When I woke up this morning my girlfriend asked me, "Did you sleep good?" I said, "No, I made a few mistakes." -- Steven Wright
Sleep. For some, it's easy. For others, not so much. How much does it affect athletic performance, and what can you do about it?
We talked with Dr. David Claman, Masters cyclist, professor, and director of the Sleep Disorders Center at the UC San Francisco Medical Center, about improving your sleep:
PEZ: For athletes who find themselves having difficulty going to sleep or staying asleep the night before an event, what's actually going on?
Dr. David Claman: My colloquial explanation for what's going on [with pre-event anxiety] is that it's like worrying about an early-morning plane flight and getting to the airport. You're on edge even before you go to bed, worried about the alarm, getting to the airport, and getting through security...because you're so on edge, you sleep fitfully, and often feel that you hardly rest at all....The more scientific description of that is that you're hyperaroused -- not sexually aroused, although some people use that to relax -- if you're anxious, worried, on edge, your body has a physiologic response. You're more tense, and the muscle tension tends to make your mind feel more anxious, and so you get a physical activation from the hyperarousal.
PEZ: What can athletes do to prevent that from happening, and deal with it if it does?
Dr. Claman: In general, what you really want [in order] to feel not only rested but also able to train effectively is what I'd call an adequate and consistent duration of sleeping. "Adequate and consistent" doesn't have to be perfect all the time, but through thick and thin, if you're fairly consistent about your sleep schedule, that's one general recommendation for keeping the ability to sleep the way you want to. Then your circadian rhythms are lined up.

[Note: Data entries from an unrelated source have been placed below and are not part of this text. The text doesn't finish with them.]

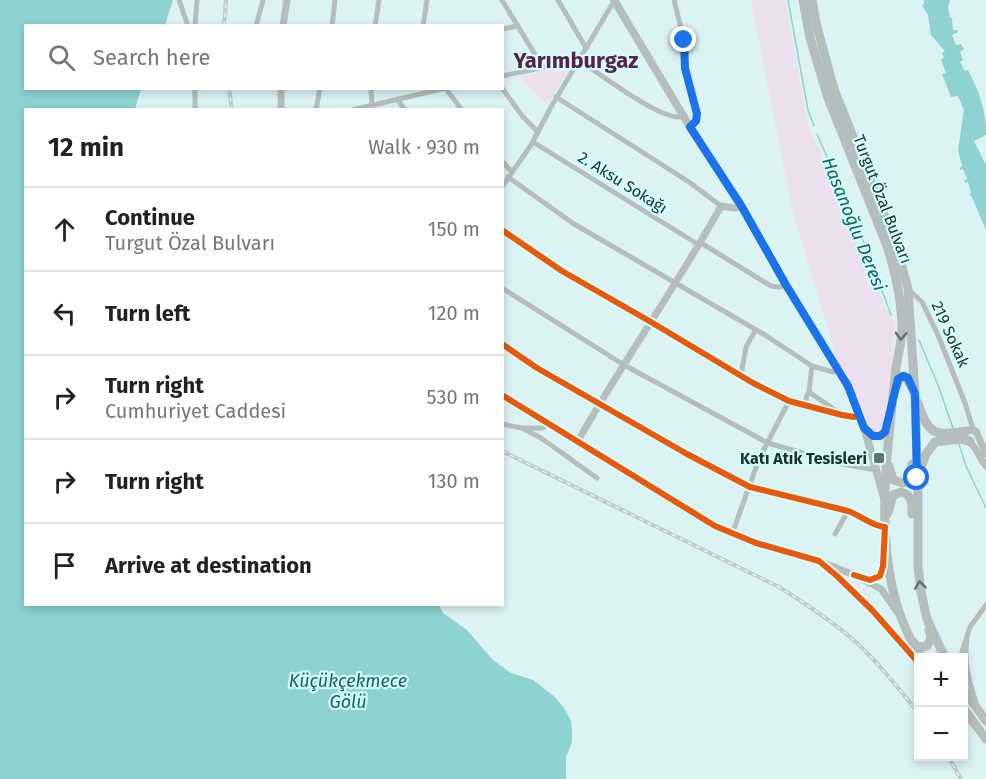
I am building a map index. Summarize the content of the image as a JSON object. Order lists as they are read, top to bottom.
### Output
{
  "streets": {
    "main road": ["Turgut Özal Bulvarı"],
    "street": ["2. Aksu Sokağı", "219 Sokak"]
  },
  "crossings": [
    ["Turgut Özal Bulvarı", "219 Sokak"]
  ],
  "districts": ["Yarımburgaz"],
  "water": ["Hasanoğlu Deresi", "Küçükçekmece Gölü"],
  "places": {
    "transit": ["Katı Atık Tesisleri"]
  },
  "page": {
    "search": "Search here",
    "heading": ["12 min", "Walk · 930 m"],
    "list": [
      ["Continue", "Turgut Özal Bulvarı", "150 m"],
      ["Turn left", "120 m"],
      ["Turn right", "Cumhuriyet Caddesi", "530 m"],
      ["Turn right", "130 m"],
      "Arrive at destination"
    ],
    "map_buttons": ["+", "−"]
  }
}
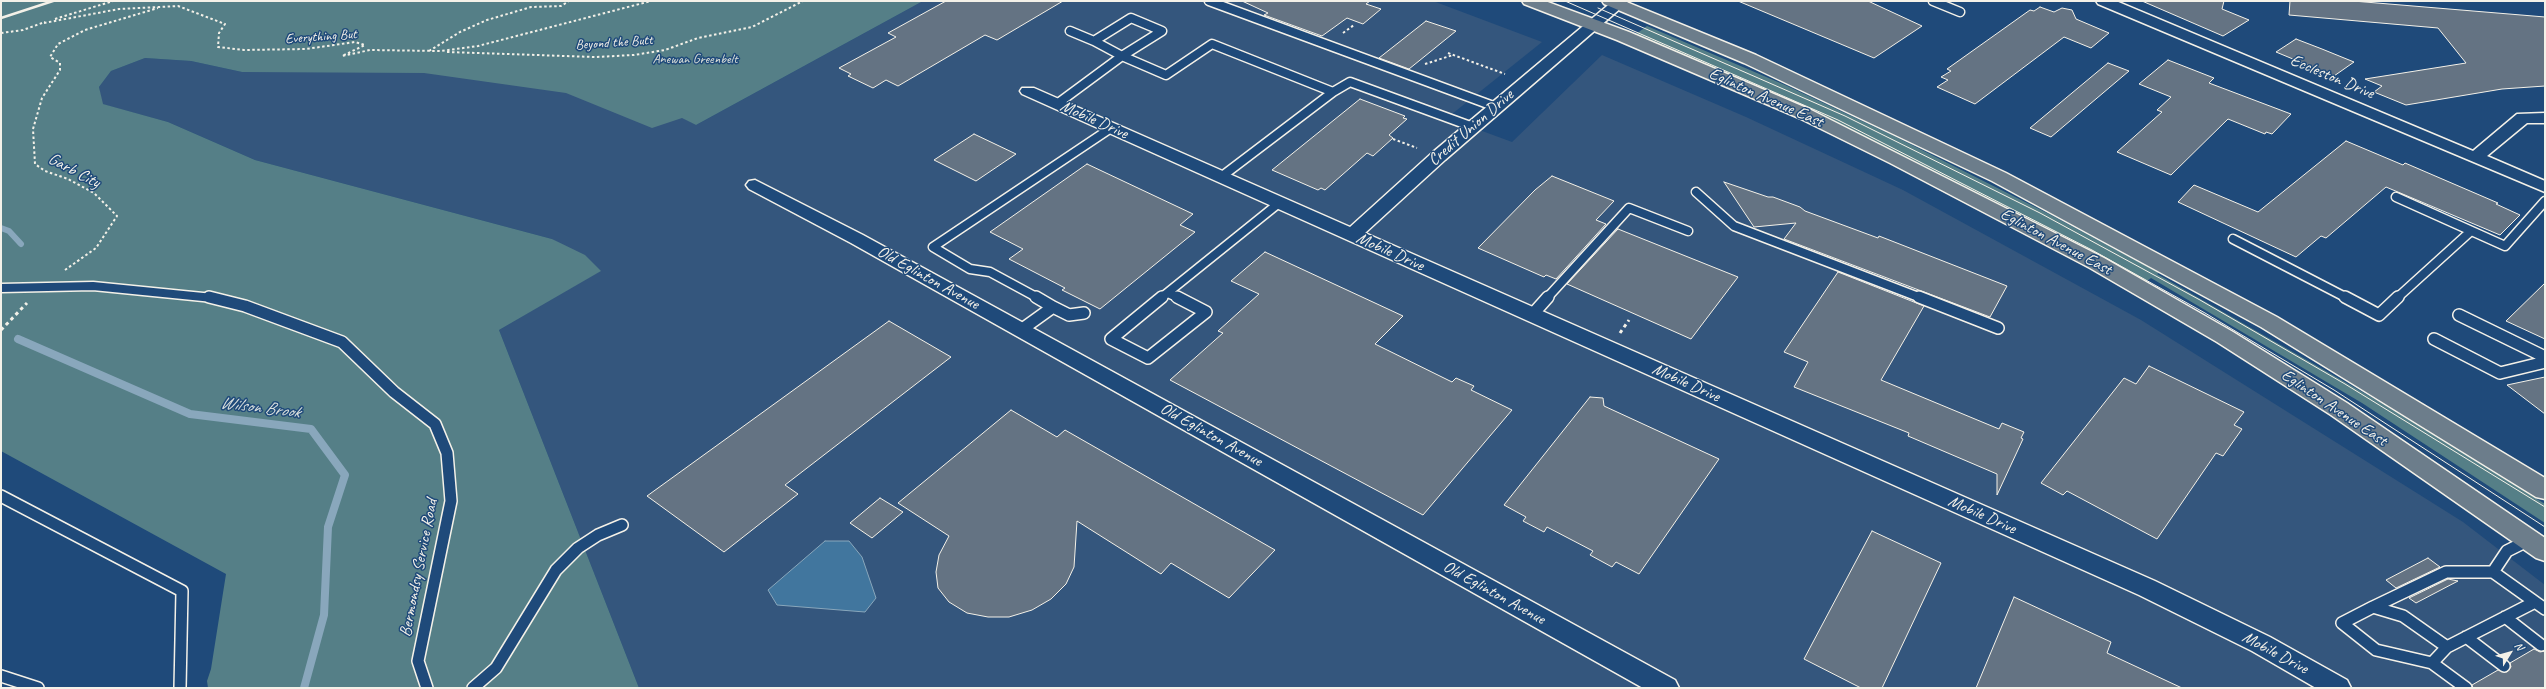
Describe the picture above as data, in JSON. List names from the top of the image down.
{
  "streets": {
    "main road": ["Eglinton Avenue East"],
    "street": [
      "Eccleston Drive",
      "Mobile Drive",
      "Credit Union Drive",
      "Old Eglinton Avenue"
    ],
    "lane": ["Bermondsy Service Road"],
    "path": ["Everything But", "Beyond the Butt", "Garb City"]
  },
  "crossings": [
    ["Everything But", "Beyond the Butt"],
    ["Everything But", "Garb City"],
    ["Eglinton Avenue East", "Credit Union Drive"],
    ["Mobile Drive", "Credit Union Drive"],
    ["Garb City", "Bermondsy Service Road"]
  ],
  "water": ["Wilson Brook"],
  "parks": ["Anewan Greenbelt"],
  "north": "top right"
}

[For example] If you always go to bed around 11, then your mind is going to know that as it gets close to 11, it's time to be tired, and it's easier to fall asleep. If you're going to get up at 7 and make [your sleep] around eight hours, then your mind kind of knows to wait for that hour. Especially if you're training, the average person probably needs eight, maybe even eight and a half hours to be optimally rested. Some people get by with seven, seven and a half, and they're only mildly sleep-deprived. If you're generally well-rested, one night of not sleeping very well doesn't have a major impact. My personal impression is that the day after I don't sleep as well, I'm OK; it's 24 hours after that when I feel more of the lingering effects.